Mas acho que a cena mais marcante foi ver uma senhora idosa, de muletas e com dificuldades para andar, levantar um dos cartazes nossos e andar entre a “divisória imaginária” dos dois grupos. Um gesto que chamou a tenção dos dois grupos presentes. O que aprendi de tudo isso? Que somente os socialistas anseiam o socialismo.

Pensa que parou por aí? Não. Foi ótimo presenciar a acusação dos socialistas em nos tachar de “imperialistas” e darmos respostas como “Cuba sim, Fidel não” e “livre comércio é a solução“. Um caso curioso foi uma pessoa (desculpe, realmente não lembro o seu nome) me contado sobre uma entrevista dada a um portal socialista bem conhecido, até. Perguntaram o que ele achava do embargo em Cuba. Sua resposta foi sucinta, não só contrário ao embargo mas à ditadura opressiva também. Preciso dizer que a repórter ficou embasbacada com tal resposta, sem saber o rumo de casa?
Em um dado momento pude ver a cara de espanto de uma garota pondo as mãos na boca, assustada, por ler um cartaz. A mensagem de tal cartaz? A verdade mais que batida, “socialismo = fascismo“.

Confesso que presenciar tudo isso foi como um combustível para mim. Um combustível em manter o trabalho de divulgar a idéia da liberdade mais e mais. É verdade que este não é o único foco de resistência que vem acontecendo no país, porém a diferença é que ele foi formado, na maioria, por pessoas engajadas que possuem conhecimento político. Até porque muitos ali são ativistas, estudantes e estudiosos.

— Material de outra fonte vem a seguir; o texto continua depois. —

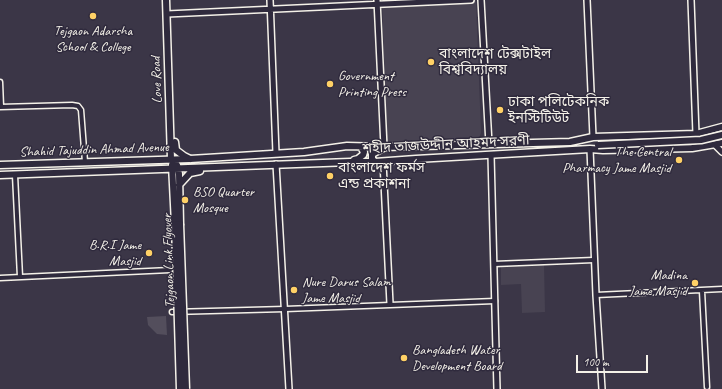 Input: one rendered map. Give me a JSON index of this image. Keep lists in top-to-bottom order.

Por tudo isso, não poderia deixar de agradecer ao trabalho “de formiga” prestado anos atrás por professores, institutos, editoras e ativistas de todo tipo. Pessoas que apenas os conheço de nomes (e de seus escritos).
Independente das correntes políticas e das diferentes visões, são esses feitos que enriqueceram esse cenário que agora começa dar os primeiros passos rumo a um reconhecimento na sociedade. Estas pessoas e grupos são os fomentadores de tudo isso, essa que é a verdade. Só precisamos trabalhar ainda mais para que os holofotes da sociedade nos ilumine. A semente já foi plantada e já germinou, gente!

Claro que o texto é carregado de emoção. E não poderia deixar de ser. E é claro que a mídia não consegue entender esse movimento pró-liberdade, que surgiu dos subterrâneos da sociedade. O que precisa ser comentado é que ele agora é fato, existe no mundo real e se fez presente. Status quo, tremei porque, parafraseado Ron Paul, amigos, a liberdade é popular!

P.S.: Parabéns ao partido Liber. Que venha muitas outras manifestações desse tipo.